Provided data:
BEGIN

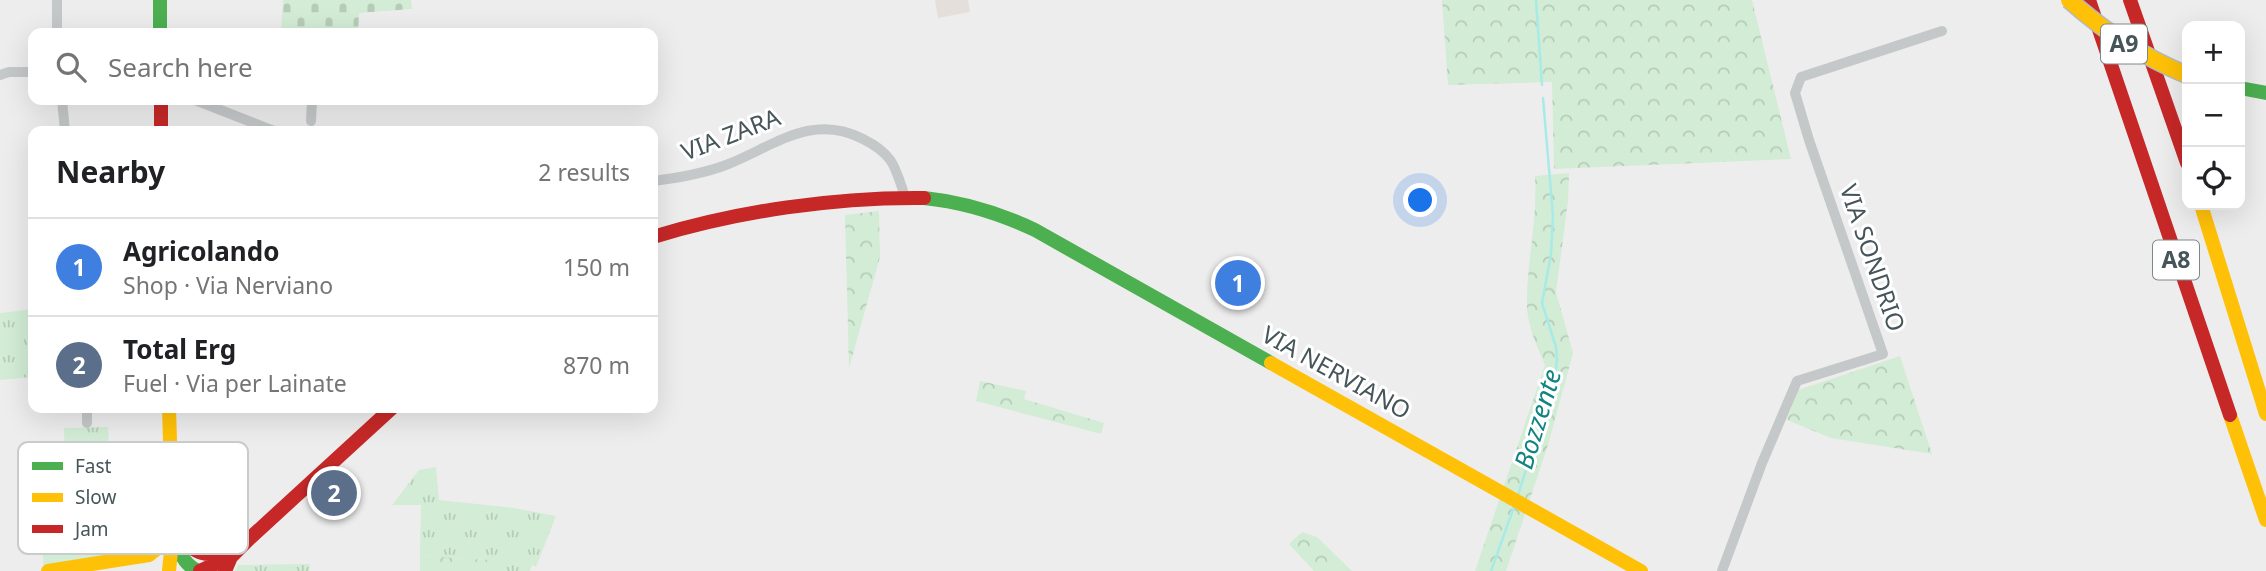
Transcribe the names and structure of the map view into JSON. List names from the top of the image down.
{
  "streets": {
    "main road": ["A9", "A8", "VIA NERVIANO"],
    "street": ["VIA ZARA", "VIA SONDRIO"]
  },
  "crossings": [
    ["VIA ZARA", "VIA NERVIANO"]
  ],
  "water": ["Bozzente"],
  "legend": ["Fast", "Slow", "Jam"],
  "page": {
    "map_buttons": ["+", "−"],
    "search": "Search here",
    "heading": ["Nearby", "2 results"],
    "list": [
      {
        "mark": "1",
        "name": "Agricolando",
        "note": "Shop · Via Nerviano",
        "value": "150 m"
      },
      {
        "mark": "2",
        "name": "Total Erg",
        "note": "Fuel · Via per Lainate",
        "value": "870 m"
      }
    ],
    "pins": ["1", "2"]
  }
}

END

Task directions:
An exact retyping of the material, minus the pictures, is the required answer.

Problem solution:
Transcribe the names and structure of the map view into JSON. List names from the top of the image down.
{
  "streets": {
    "main road": ["A9", "A8", "VIA NERVIANO"],
    "street": ["VIA ZARA", "VIA SONDRIO"]
  },
  "crossings": [
    ["VIA ZARA", "VIA NERVIANO"]
  ],
  "water": ["Bozzente"],
  "legend": ["Fast", "Slow", "Jam"],
  "page": {
    "map_buttons": ["+", "−"],
    "search": "Search here",
    "heading": ["Nearby", "2 results"],
    "list": [
      {
        "mark": "1",
        "name": "Agricolando",
        "note": "Shop · Via Nerviano",
        "value": "150 m"
      },
      {
        "mark": "2",
        "name": "Total Erg",
        "note": "Fuel · Via per Lainate",
        "value": "870 m"
      }
    ],
    "pins": ["1", "2"]
  }
}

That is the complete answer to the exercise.